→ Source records
· · · · ·

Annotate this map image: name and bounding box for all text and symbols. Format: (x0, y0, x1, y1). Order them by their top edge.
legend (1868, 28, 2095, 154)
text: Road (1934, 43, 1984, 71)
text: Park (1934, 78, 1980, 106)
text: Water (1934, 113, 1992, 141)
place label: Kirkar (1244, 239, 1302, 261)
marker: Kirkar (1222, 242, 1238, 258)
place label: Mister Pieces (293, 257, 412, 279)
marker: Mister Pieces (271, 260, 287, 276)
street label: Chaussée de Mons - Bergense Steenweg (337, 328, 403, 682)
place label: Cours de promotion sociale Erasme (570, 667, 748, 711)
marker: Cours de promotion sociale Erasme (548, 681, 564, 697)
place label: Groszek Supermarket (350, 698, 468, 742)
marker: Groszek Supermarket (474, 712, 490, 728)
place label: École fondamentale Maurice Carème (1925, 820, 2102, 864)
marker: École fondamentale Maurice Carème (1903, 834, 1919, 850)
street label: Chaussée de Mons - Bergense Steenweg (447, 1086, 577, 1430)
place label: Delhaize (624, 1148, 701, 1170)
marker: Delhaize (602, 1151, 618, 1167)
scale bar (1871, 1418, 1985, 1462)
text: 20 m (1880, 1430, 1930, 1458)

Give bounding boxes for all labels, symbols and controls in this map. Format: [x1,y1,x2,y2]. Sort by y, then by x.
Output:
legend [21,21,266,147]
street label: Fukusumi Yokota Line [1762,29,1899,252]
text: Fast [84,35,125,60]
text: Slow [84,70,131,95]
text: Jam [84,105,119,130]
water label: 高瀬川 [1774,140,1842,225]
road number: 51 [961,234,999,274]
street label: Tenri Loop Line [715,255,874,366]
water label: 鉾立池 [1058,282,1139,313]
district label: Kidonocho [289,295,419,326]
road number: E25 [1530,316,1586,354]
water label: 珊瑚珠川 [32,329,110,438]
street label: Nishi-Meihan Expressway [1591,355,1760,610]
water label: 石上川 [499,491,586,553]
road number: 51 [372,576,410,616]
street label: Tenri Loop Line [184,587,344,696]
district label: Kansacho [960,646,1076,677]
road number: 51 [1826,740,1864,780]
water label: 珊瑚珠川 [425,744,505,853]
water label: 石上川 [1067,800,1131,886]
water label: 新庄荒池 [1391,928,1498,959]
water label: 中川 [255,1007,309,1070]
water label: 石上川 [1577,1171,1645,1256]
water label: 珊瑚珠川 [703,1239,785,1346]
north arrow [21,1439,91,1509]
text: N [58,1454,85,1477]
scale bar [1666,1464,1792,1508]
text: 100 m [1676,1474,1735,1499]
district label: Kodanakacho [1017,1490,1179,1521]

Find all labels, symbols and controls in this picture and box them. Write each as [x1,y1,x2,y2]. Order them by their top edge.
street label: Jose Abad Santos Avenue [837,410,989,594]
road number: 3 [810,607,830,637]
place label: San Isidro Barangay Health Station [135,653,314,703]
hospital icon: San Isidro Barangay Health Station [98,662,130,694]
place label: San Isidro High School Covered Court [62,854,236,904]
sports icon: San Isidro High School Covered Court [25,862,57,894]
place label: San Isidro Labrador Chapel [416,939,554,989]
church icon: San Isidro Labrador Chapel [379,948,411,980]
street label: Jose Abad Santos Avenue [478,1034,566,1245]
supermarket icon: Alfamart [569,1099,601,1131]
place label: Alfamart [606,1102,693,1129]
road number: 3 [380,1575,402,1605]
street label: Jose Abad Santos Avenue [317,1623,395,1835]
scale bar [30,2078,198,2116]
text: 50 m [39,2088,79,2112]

· · · · ·

→ Exercise
Please report how many lines in the records above contain the word "place", and give nothing but the number.

→ Solution
10